Fue un polvo maquinal, nos movimos como dos autómatas bajos en baterías. Me corrí, ¿cuánto es?: 12.000, 12.500 y en paz, vale gracias, hasta nunca, adiós.
Salí del tugurio con la clara convicción de que no volvería. Al día siguiente llegarían las dudas, los problemas existenciales ante mi nefasta primera experiencia con una mujer.

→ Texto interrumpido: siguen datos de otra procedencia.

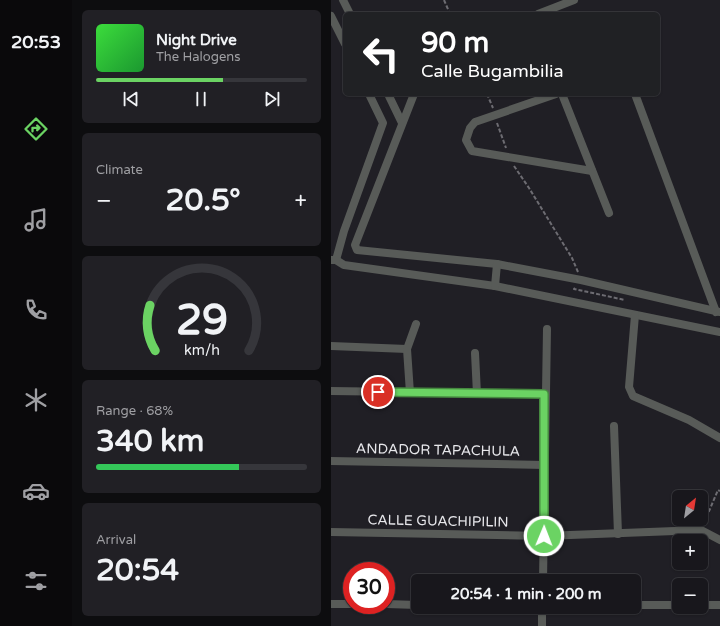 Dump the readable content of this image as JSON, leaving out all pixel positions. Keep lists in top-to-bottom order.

Sin embargo he de reconocer que esa noche dormí a pierna suelta: había follado.
Me despertó el ruido de ascensión de la persiana, abrí los ojos y descubrí la cara de mi padre y mi madre sonriendo a menos de palmo de mi nariz.
-Buenos días, gandul -Corearon cariñosamente-. Levanta, vamos, casi es la hora de comer.
Acababa de empezar el día y ya sólo deseaba darme la vuelta para volver a dormir. Eran las dos del mediodía, mis padres habían regresado de la playa. Las sábanas sudadas se me pegaban al cuerpo; era el momento ideal para repasar mi vida: fracaso y escaso interés por todo. Aquello me entristecía, me robaba las fuerzas necesarias para siquiera gasearme metiendo la cabeza en el horno.
Salí de la cama. Al posar los pies en el suelo, pisé el pantalón que había llevado los días anteriores. Lo recogí del suelo, percibiendo el olor a bar y a vino que desprendían. Rebusqué en los bolsillos, intentaba encontrar un cigarrillo. Cayó un papelillo arrugado delante de mí al sacar la cajetilla de tabaco. Con esfuerzo me agaché a recogerlo. Era un décimo de la ONCE que había comprado el Viernes cuando bajé a comprar los bastones de caramelo para Lulú. En ese momento oí la voz de mi madre llamándonos a la mesa. Metí de nuevo el billete en el bolsillo y me olvidé de él. Pasé toda la jornada en casa, oyendo las aventuras insufribles de los días costeros de mis progenitores.